### WORK REQUIRED:
Copy each of the entries below faithfully, setting aside any pictures.

** Opening INFORMATION SUPPLIED block **

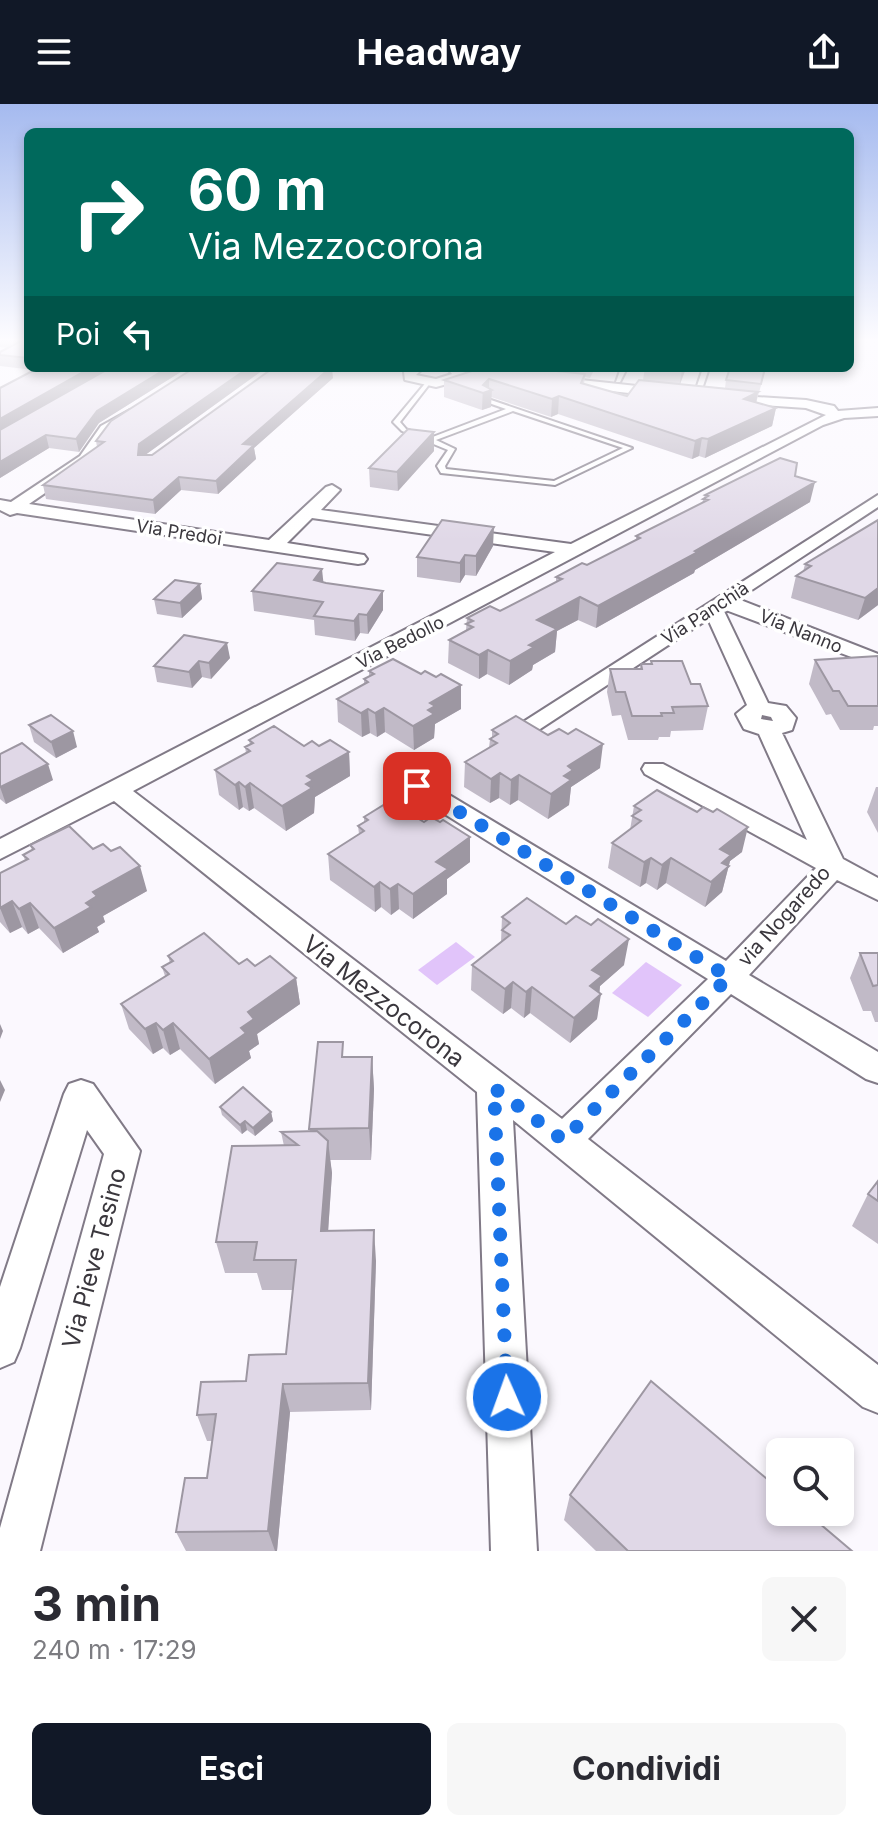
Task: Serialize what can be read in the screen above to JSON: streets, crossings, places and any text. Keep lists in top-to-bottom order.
{
  "streets": {
    "street": [
      "Via Predoi",
      "Via Panchià",
      "Via Nanno",
      "Via Bedollo",
      "via Nogaredo",
      "Via Mezzocorona",
      "Via Pieve Tesino"
    ]
  },
  "crossings": [
    ["Via Panchià", "Via Nanno"],
    ["Via Panchià", "via Nogaredo"],
    ["Via Nanno", "via Nogaredo"],
    ["Via Bedollo", "Via Mezzocorona"],
    ["via Nogaredo", "Via Mezzocorona"]
  ],
  "page": {
    "header": "Headway",
    "turn": ["60 m", "Via Mezzocorona"],
    "then": "Poi",
    "heading": ["3 min", "240 m · 17:29"],
    "buttons": ["Esci", "Condividi"]
  }
}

** Closing INFORMATION SUPPLIED block **

### RESPONSE BOX:
Task: Serialize what can be read in the screen above to JSON: streets, crossings, places and any text. Keep lists in top-to-bottom order.
{
  "streets": {
    "street": [
      "Via Predoi",
      "Via Panchià",
      "Via Nanno",
      "Via Bedollo",
      "via Nogaredo",
      "Via Mezzocorona",
      "Via Pieve Tesino"
    ]
  },
  "crossings": [
    ["Via Panchià", "Via Nanno"],
    ["Via Panchià", "via Nogaredo"],
    ["Via Nanno", "via Nogaredo"],
    ["Via Bedollo", "Via Mezzocorona"],
    ["via Nogaredo", "Via Mezzocorona"]
  ],
  "page": {
    "header": "Headway",
    "turn": ["60 m", "Via Mezzocorona"],
    "then": "Poi",
    "heading": ["3 min", "240 m · 17:29"],
    "buttons": ["Esci", "Condividi"]
  }
}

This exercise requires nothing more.